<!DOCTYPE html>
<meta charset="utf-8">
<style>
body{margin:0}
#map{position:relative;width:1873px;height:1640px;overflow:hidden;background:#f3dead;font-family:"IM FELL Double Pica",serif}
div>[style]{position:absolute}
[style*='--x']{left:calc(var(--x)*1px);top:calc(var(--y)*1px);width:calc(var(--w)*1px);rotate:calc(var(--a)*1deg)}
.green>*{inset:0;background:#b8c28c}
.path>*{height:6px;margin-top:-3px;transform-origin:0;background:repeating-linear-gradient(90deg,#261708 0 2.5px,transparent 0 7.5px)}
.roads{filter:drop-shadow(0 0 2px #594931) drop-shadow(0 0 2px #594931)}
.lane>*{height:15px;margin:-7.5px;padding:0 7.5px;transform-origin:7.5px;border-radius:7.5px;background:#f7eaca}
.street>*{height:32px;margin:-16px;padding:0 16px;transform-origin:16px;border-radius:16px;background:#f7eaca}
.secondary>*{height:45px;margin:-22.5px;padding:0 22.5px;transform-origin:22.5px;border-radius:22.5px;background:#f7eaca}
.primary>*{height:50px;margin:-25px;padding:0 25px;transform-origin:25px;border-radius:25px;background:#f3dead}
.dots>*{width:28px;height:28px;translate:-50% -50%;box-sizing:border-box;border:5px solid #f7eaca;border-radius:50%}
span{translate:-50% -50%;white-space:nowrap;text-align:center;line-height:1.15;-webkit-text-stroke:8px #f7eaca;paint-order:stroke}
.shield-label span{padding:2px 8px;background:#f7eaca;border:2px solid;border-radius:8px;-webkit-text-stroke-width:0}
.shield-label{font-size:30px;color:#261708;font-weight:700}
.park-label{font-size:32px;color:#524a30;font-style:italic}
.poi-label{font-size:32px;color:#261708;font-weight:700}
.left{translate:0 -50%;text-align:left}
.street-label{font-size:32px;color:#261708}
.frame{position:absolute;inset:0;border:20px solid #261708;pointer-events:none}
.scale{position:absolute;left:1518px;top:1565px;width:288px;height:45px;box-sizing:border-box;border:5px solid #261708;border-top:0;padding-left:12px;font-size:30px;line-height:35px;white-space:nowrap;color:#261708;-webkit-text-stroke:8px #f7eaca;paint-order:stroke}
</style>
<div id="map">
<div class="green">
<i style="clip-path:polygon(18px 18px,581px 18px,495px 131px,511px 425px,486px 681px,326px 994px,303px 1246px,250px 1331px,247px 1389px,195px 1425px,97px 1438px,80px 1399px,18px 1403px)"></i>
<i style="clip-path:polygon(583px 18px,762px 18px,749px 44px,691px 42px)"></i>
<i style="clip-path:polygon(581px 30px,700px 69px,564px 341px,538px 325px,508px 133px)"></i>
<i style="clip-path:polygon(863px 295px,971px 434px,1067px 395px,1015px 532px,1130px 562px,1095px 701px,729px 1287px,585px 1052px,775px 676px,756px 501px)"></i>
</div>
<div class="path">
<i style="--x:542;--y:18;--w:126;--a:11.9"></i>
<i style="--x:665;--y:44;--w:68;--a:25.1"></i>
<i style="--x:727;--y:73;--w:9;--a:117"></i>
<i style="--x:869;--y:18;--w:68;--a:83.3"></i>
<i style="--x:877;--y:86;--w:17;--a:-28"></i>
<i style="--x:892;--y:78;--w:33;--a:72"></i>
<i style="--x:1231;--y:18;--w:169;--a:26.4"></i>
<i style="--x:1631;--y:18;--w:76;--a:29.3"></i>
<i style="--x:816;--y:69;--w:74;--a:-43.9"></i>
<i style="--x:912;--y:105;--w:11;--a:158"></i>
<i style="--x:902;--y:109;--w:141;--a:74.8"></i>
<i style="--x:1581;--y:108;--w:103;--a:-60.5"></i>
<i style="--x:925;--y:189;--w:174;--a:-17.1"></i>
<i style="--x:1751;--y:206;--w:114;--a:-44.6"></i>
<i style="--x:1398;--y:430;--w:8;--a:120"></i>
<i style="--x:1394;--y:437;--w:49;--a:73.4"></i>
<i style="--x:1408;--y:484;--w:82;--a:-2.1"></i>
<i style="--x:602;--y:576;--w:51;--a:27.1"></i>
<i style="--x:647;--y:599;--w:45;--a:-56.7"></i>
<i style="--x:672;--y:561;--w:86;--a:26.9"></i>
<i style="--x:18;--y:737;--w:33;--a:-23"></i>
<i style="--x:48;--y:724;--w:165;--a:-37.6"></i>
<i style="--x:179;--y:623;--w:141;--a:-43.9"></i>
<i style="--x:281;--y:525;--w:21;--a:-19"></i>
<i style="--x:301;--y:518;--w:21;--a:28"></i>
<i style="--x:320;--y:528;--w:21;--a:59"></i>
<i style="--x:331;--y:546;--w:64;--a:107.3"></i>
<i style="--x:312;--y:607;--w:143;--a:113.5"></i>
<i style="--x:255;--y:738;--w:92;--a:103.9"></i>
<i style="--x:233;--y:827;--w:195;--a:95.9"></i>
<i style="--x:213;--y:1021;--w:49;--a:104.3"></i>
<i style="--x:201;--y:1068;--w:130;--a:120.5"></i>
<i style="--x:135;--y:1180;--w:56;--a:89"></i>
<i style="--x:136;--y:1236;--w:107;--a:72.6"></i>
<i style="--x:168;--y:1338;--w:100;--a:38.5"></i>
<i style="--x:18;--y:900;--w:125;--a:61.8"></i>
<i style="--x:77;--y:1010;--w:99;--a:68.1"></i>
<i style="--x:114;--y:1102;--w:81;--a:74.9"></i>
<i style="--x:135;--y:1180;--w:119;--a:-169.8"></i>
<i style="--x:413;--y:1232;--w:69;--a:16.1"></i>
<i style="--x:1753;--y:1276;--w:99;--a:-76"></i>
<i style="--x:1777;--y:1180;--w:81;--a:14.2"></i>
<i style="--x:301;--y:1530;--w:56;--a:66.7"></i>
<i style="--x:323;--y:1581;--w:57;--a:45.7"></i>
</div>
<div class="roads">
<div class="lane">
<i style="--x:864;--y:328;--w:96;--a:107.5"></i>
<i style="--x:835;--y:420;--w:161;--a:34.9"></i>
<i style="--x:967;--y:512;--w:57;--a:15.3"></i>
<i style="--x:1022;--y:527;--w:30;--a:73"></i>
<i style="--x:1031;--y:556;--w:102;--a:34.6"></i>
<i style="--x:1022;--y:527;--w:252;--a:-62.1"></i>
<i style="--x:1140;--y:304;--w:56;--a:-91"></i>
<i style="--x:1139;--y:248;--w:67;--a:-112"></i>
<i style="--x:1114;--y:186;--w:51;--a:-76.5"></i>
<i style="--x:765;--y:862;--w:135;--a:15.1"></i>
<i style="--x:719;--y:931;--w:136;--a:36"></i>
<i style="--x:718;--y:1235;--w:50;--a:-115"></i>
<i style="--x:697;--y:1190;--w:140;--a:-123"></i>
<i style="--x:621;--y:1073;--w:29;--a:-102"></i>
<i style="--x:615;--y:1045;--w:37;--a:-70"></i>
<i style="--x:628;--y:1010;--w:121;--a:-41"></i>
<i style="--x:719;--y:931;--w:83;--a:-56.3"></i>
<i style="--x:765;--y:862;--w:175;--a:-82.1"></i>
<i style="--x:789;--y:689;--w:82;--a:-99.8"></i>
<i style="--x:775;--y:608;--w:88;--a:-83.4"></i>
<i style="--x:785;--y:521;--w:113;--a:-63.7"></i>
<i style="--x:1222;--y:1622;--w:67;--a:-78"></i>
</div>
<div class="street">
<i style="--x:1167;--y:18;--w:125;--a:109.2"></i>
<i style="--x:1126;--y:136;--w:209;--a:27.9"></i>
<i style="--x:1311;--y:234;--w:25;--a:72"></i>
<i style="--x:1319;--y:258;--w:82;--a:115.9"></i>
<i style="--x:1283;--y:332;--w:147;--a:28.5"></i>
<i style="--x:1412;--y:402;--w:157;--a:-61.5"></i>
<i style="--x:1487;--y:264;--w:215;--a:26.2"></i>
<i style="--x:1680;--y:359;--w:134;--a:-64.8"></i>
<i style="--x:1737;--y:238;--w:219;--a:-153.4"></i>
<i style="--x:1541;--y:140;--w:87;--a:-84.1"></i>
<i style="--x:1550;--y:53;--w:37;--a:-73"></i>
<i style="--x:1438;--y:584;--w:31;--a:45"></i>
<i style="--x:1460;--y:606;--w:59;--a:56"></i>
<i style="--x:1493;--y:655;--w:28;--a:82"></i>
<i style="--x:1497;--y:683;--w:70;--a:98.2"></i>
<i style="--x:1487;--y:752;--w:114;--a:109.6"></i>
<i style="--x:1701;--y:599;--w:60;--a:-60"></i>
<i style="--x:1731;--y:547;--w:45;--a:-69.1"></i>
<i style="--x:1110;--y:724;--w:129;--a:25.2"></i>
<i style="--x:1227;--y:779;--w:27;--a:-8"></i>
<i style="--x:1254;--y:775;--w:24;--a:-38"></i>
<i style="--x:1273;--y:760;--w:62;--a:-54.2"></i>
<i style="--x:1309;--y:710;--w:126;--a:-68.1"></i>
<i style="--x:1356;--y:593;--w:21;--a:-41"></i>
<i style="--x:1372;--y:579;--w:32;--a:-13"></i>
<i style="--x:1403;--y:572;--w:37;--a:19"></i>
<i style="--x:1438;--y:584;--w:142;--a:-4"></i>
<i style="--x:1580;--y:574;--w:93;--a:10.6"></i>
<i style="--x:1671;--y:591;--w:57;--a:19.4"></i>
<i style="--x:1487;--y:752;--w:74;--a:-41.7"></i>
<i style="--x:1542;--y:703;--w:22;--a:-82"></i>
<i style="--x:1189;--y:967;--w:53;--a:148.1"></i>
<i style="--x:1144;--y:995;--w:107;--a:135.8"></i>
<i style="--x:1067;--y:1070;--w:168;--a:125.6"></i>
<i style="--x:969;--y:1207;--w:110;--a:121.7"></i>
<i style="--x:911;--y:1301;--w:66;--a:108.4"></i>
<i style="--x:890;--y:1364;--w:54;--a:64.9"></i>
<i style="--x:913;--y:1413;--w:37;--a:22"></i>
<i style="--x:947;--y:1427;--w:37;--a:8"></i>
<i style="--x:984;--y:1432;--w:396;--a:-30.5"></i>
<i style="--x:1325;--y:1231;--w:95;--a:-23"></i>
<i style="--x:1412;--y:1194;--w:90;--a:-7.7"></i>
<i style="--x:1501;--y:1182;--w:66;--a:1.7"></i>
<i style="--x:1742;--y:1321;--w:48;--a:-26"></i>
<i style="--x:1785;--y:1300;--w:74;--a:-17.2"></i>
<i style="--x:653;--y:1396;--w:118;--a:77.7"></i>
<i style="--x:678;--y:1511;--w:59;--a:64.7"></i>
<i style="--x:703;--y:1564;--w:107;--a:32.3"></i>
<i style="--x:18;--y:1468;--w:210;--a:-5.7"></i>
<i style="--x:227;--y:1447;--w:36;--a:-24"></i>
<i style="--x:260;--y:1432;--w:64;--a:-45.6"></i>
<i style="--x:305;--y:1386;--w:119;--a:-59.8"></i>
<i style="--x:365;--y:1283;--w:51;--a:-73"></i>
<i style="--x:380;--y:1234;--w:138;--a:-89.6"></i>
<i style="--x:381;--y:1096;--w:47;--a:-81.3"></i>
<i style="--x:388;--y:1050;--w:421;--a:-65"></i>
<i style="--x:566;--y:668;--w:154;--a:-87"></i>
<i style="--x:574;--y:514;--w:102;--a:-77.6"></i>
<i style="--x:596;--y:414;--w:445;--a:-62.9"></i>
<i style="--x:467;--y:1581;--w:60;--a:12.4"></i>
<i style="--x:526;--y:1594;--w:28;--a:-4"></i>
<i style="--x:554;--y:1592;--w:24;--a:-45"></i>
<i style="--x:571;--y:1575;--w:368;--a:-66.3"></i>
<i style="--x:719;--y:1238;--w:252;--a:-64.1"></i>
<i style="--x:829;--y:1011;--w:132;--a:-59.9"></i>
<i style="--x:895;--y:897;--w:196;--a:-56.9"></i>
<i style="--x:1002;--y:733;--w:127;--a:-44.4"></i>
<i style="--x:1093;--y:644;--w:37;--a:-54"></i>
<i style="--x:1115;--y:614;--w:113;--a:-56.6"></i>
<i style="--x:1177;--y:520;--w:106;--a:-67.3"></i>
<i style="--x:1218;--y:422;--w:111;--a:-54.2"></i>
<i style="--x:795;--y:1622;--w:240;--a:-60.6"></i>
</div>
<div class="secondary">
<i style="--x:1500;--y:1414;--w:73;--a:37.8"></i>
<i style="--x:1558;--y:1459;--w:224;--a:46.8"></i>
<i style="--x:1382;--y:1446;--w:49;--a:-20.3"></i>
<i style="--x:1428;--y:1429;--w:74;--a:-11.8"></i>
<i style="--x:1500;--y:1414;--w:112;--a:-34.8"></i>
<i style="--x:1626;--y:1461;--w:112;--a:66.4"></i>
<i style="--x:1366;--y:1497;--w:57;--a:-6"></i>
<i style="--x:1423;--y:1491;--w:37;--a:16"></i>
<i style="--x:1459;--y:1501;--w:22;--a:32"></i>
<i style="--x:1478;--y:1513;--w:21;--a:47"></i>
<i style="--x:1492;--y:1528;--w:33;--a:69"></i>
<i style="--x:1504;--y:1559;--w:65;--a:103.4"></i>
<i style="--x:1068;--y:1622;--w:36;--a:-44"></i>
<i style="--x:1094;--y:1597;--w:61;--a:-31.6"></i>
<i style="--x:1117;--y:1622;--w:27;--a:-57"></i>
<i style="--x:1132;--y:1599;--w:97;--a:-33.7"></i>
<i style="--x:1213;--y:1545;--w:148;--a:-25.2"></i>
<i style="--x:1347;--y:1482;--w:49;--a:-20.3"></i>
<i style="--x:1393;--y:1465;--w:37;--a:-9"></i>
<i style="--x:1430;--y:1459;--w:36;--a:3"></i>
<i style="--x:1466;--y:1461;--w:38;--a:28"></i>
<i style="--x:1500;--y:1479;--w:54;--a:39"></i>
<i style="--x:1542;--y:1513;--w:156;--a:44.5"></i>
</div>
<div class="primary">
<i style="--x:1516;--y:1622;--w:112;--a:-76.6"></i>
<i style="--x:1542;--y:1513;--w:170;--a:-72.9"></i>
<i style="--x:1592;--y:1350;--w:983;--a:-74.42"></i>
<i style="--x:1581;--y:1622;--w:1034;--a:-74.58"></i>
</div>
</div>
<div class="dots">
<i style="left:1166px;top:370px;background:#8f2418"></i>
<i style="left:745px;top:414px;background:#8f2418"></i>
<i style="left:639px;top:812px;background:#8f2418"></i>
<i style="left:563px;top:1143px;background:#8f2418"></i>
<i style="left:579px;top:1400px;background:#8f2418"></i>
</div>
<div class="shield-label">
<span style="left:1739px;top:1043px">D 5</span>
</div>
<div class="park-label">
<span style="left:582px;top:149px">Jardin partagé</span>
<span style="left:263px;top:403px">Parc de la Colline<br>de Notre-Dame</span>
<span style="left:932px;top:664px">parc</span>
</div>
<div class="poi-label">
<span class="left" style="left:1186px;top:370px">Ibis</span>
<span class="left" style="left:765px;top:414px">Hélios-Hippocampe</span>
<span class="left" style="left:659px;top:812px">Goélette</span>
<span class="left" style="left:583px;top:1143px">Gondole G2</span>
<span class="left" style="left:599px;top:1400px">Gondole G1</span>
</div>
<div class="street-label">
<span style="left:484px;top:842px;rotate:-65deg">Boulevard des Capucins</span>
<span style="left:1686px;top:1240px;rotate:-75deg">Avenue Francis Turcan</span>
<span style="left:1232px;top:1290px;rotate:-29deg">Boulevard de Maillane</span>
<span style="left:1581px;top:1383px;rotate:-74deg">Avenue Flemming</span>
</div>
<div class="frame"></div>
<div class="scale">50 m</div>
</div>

**Requirement**.
Give back every line from the beginning of the records through the line holding "2px #594931) drop-shadow(0", exactly as it reads, and leave out the rest.

**Exercise answer**.
<!DOCTYPE html>
<meta charset="utf-8">
<style>
body{margin:0}
#map{position:relative;width:1873px;height:1640px;overflow:hidden;background:#f3dead;font-family:"IM FELL Double Pica",serif}
div>[style]{position:absolute}
[style*='--x']{left:calc(var(--x)*1px);top:calc(var(--y)*1px);width:calc(var(--w)*1px);rotate:calc(var(--a)*1deg)}
.green>*{inset:0;background:#b8c28c}
.path>*{height:6px;margin-top:-3px;transform-origin:0;background:repeating-linear-gradient(90deg,#261708 0 2.5px,transparent 0 7.5px)}
.roads{filter:drop-shadow(0 0 2px #594931) drop-shadow(0 0 2px #594931)}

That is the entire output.